Before the deep learning (DL) era, researchers mainly used traditional machine learning methods combined with human-engineered features for automated ICH detection on non-contrast CT9. Unfortunately, traditional methods' diagnostic performances have not reached acceptable levels for integration into the clinical workflows10. The last decade witnessed rapid developments in computer vision, and convolutional neural networks (CNN), a kind of DL method, have played the dominant role in these advancements11. Unlike traditional machine learning, DL can simultaneously identify the best features for a task at hand and performs these tasks, such as classification, object detection, and segmentation. Besides, its scalability to data size is a major advantage as large datasets significantly boost its performance11. Several preceding studies have demonstrated DL's yields in identifying ICH on non-contrast head CT scans, which encourages using DL in clinical practice12,13,14. Nevertheless, it is well-known that DL models' performance should be explored on unseen test data, preferentially on an external sample, to precisely uncover the models' generalizability15. However, only a few studies investigated the generalizability of DL on multi-center large-scale datasets13,14,16 or implemented the DL models into the clinical workflow12,13,14,17,18.

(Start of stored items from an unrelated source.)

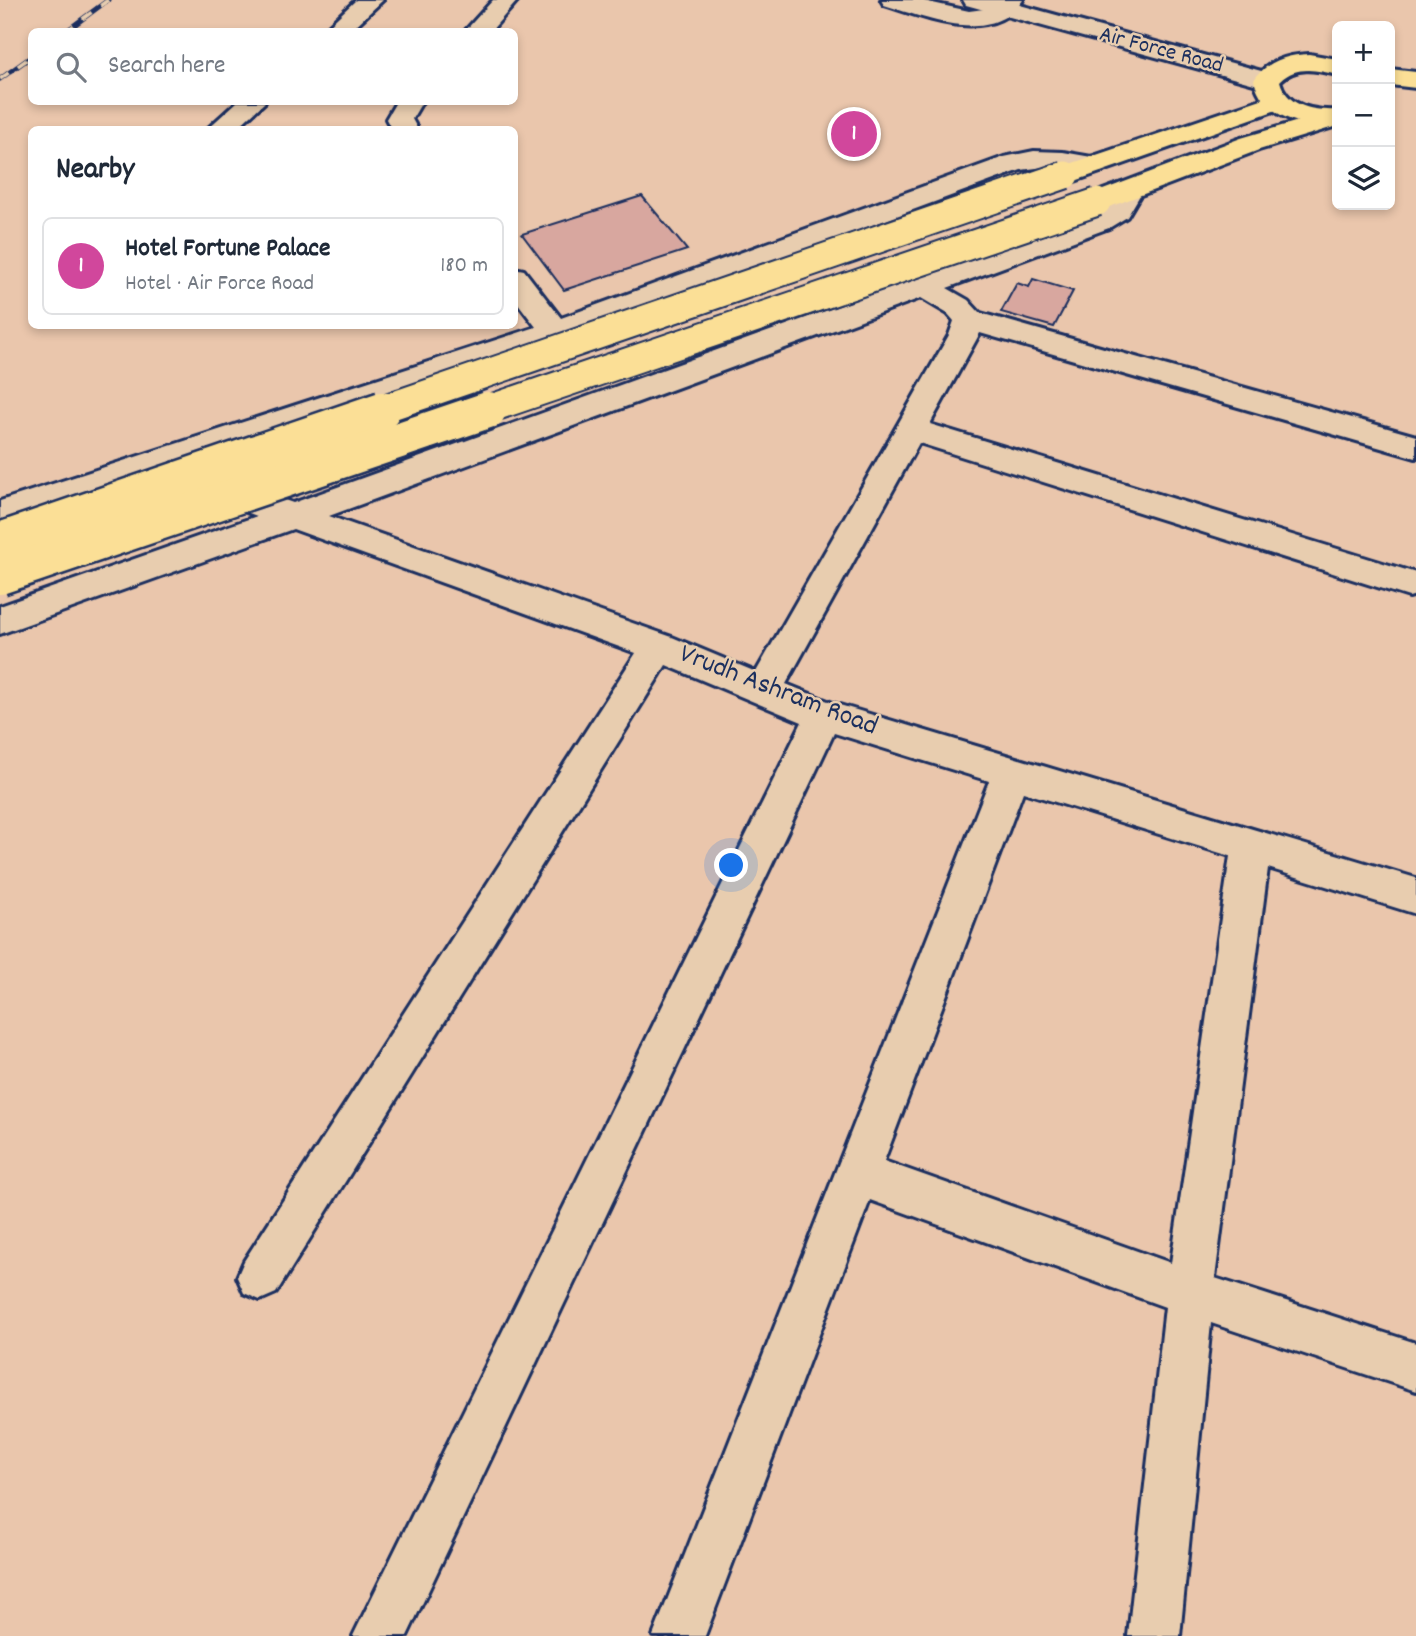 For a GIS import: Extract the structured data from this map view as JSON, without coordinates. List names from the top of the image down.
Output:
{
  "streets": {
    "street": ["Air Force Road", "Vrudh Ashram Road"]
  },
  "page": {
    "map_buttons": ["+", "−"],
    "search": "Search here",
    "pins": "1",
    "heading": "Nearby",
    "list": [
      {
        "mark": "1",
        "name": "Hotel Fortune Palace",
        "note": "Hotel · Air Force Road",
        "value": "180 m"
      }
    ]
  }
} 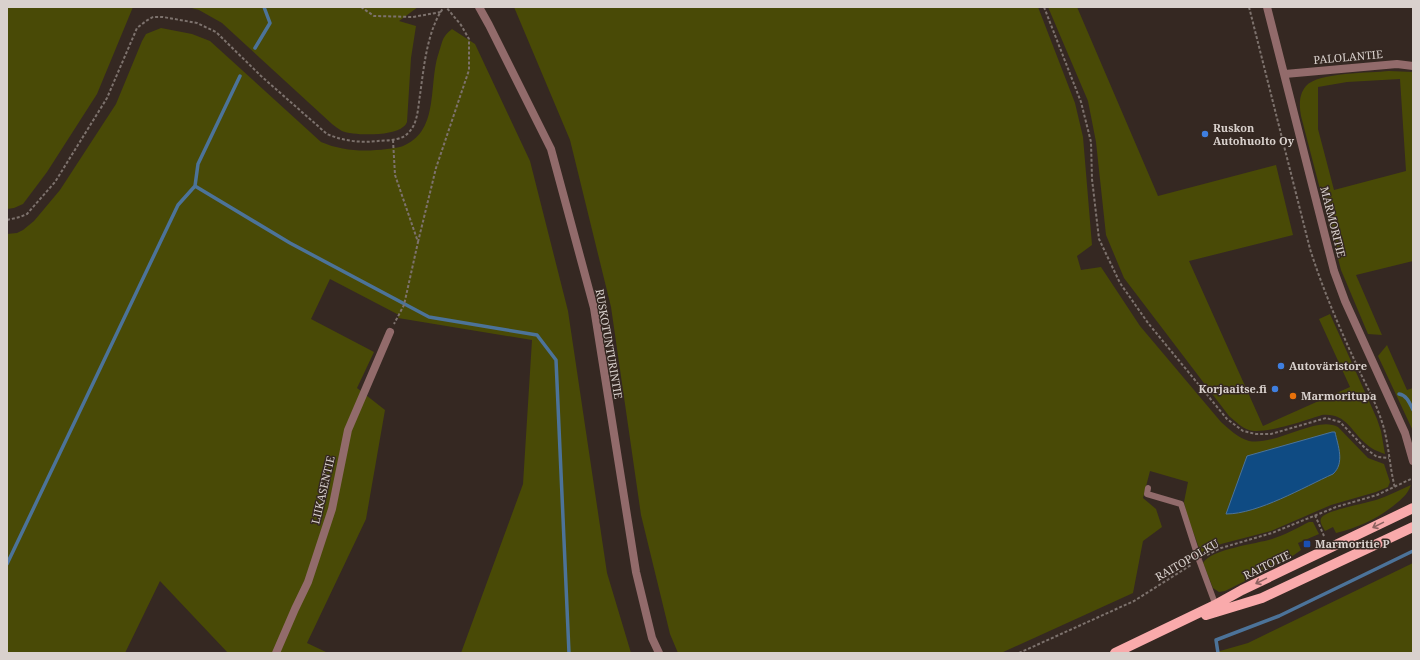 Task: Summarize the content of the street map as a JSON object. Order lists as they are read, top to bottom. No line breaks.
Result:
{"streets":{"main road":["RAITOTIE"],"street":["PALOLANTIE","MARMORITIE","RUSKOTUNTURINTIE","LIIKASENTIE"],"path":["RAITOPOLKU"]},"crossings":[["PALOLANTIE","MARMORITIE"]],"places":{"other":["Ruskon Autohuolto Oy","Autoväristore","Korjaaitse.fi","Marmoritupa"],"transit":["Marmoritie P"]}} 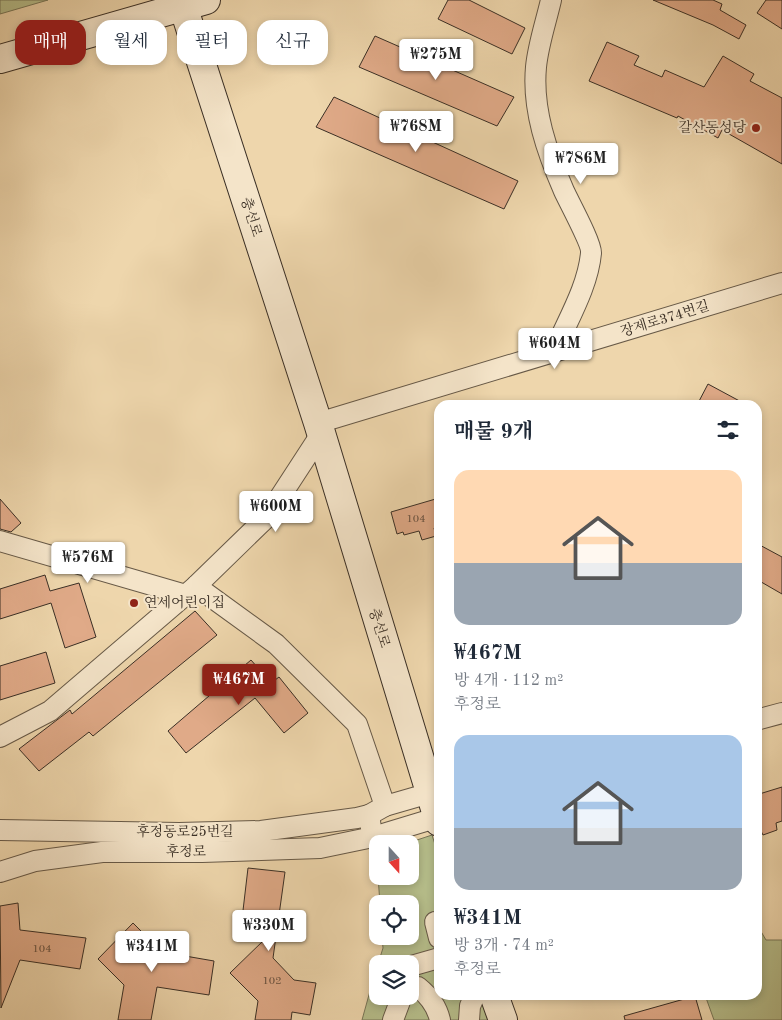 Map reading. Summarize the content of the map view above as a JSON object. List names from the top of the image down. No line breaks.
{"streets":{"street":["충선로","장제로374번길","후정동로25번길","후정로"]},"crossings":[["충선로","장제로374번길"]],"places":["갈산동성당","연세어린이집"],"house_numbers":["104","104","102"],"north":"bottom","page":{"chip":["매매","월세","필터","신규"],"price":["₩275M","₩768M","₩786M","₩604M","₩600M","₩576M","₩467M","₩330M","₩341M"],"heading":"매물 9개","list":[{"name":"₩467M","note":"방 4개 · 112 m² · 후정로"},{"name":"₩341M","note":"방 3개 · 74 m² · 후정로"}]}} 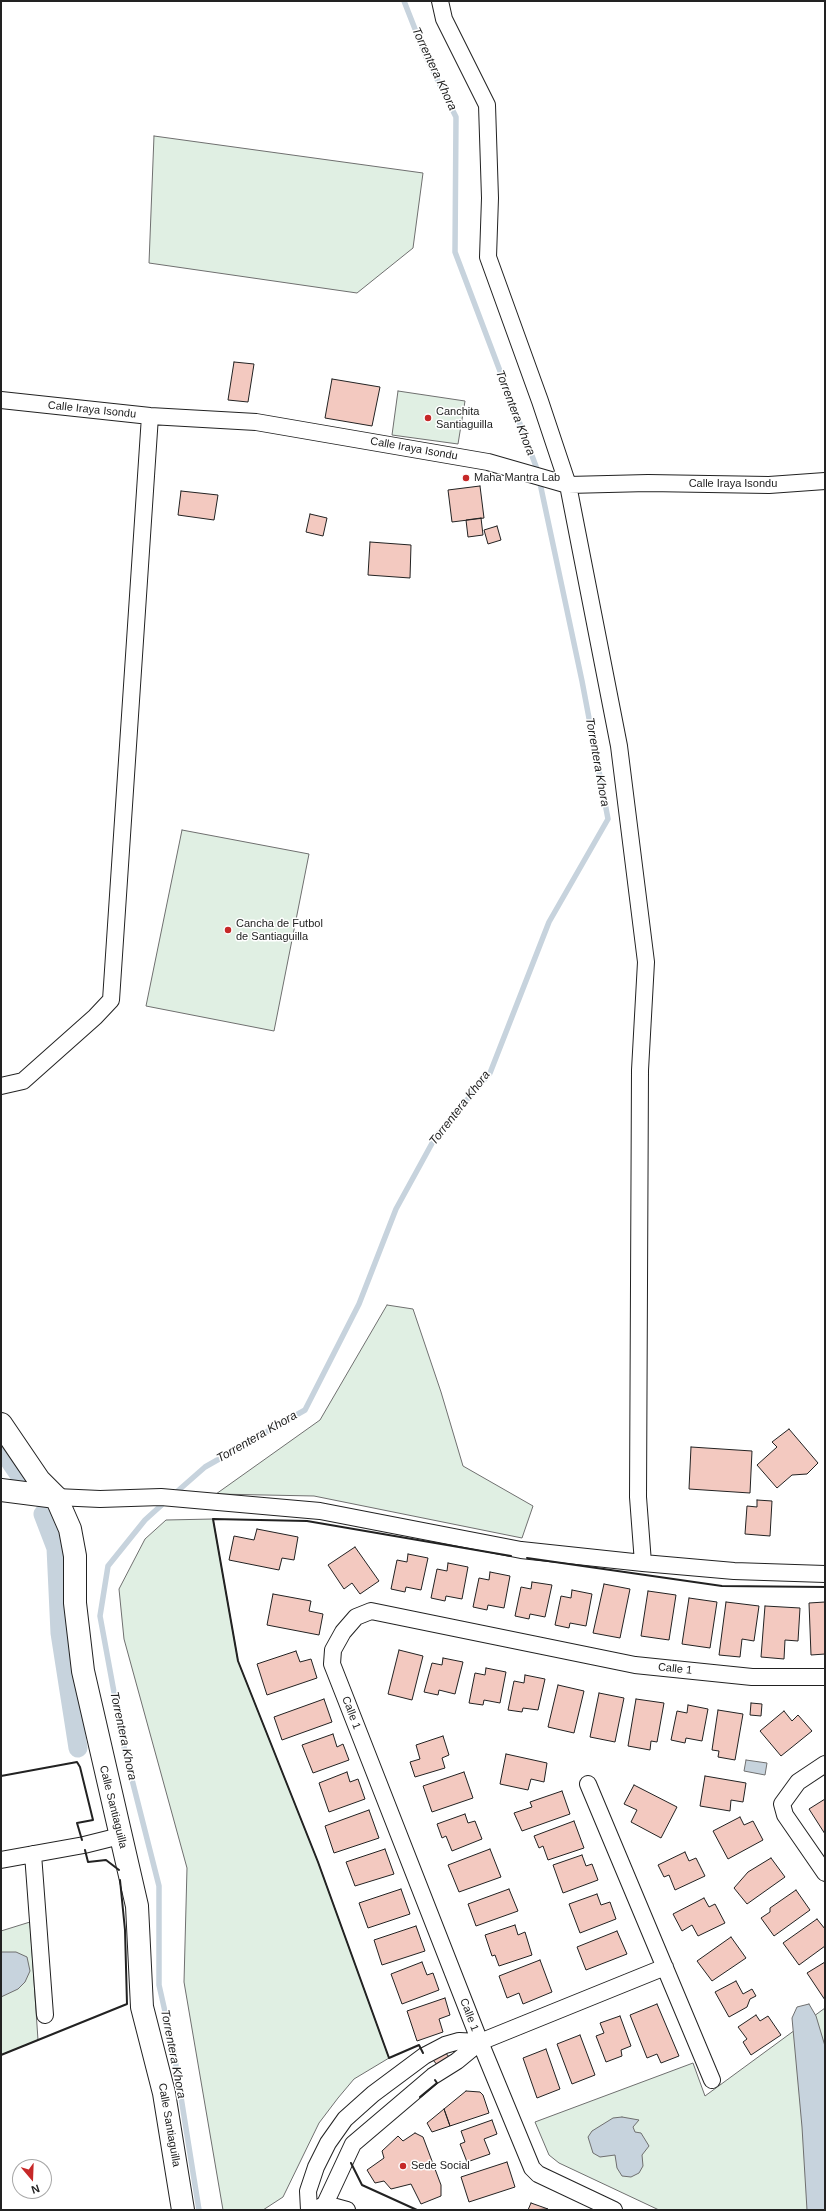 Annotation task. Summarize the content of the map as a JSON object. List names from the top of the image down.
{
  "streets": {
    "street": ["Calle Iraya Isondu", "Calle 1", "Calle Santiaguilla"]
  },
  "water": ["Torrentera Khora"],
  "places": [
    "Canchita Santiaguilla",
    "Maha Mantra Lab",
    "Cancha de Futbol de Santiaguilla",
    "Sede Social"
  ],
  "north": "bottom"
}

The present study used a novel DL architecture, a joint CNN recurrent neural network (RNN) with an attention mechanism, to detect and subcategorize ICH on non-contrast head CT scans on a large-scale multi-institutional sample. The model's decision was explored by applying a novel approach, the NormGrad method19, an advancement over its antecedents, to ameliorate DL’s black-box nature. We also evaluated the proposed model's performance on prospectively obtained non-contrast head CT examinations ordered from the emergency department for over six months in a different center.

Materials and methods

This multi-center study was carried out between January 2015 and December 2020. Acibadem Mehmet Ali Aydinlar University's ethics committee approved the study. For the retrospective study phase, the ethics committee waived the need for informed consent. For the clinical implementation, informed consent was obtained from the participants. All consecutive adult patients who underwent non-contrast-enhanced head CT referred from the five tertiary centers' emergency services were enrolled in the present study. Head CT scans of patients < 18 years of age were excluded from the study. All remaining scans, including the examinations with intra- or extra-axial mass lesions, post-operative examinations, and examinations with severe motion or metal artifacts, were included to gather a representative dataset of the real clinical setting. The head CT with chronic hemorrhages or hemorrhagic mass lesions was accepted as ICH positive. All examinations were anonymized before the analysis. The study sample (henceforth named as the development set) was partitioned into training and validation datasets. Four of the five centers' data constituted the training, and the remaining one constituted the validation set. Figure 1 shows the flowchart of the study.

Figure 1
figure 1

The flowchart of the study (The image was created by the authors using Microsoft PowerPoint v16). We obtained consecutive non-contrast-enhanced CT scans referred from the emergency service in five different tertiary care centers. Data from four centers were used as the training, and the remaining were used as the validation data. The final model was integrated into the Picture archiving and communication system (PACS) on a dedicated embedded unit. The model's performance was assessed on consecutive emergency non-contrast head CT scans for over six months. The diagnostic and inference performance of the system was documented.

Ground-truth annotations

Five neuroradiologists with over ten years of neuroradiology experience from each center examined the recruited images. The neuroradiologists were free to assess all the available clinical and radiological data during the evaluation. Briefly, the neuroradiologist evaluated the images for the presence of hemorrhage, if it exists, its subtypes as IPH, IVH, SDH, EDH, and SAH. All the annotations were performed on a slice basis. The slices of a post-operative examination were labeled as ICH-positive if it contained hemorrhage apart from the post-operative changes (i.e., operation material). The slices with mass lesion (i.e., primary or secondary tumors), acute or chronic ischemic lesion, or metallic instruments were annotated as ICH-negative if they did not contain any pixel with hemorrhage. All CT images were resampled with a slice thickness of 5 mm before the labeling.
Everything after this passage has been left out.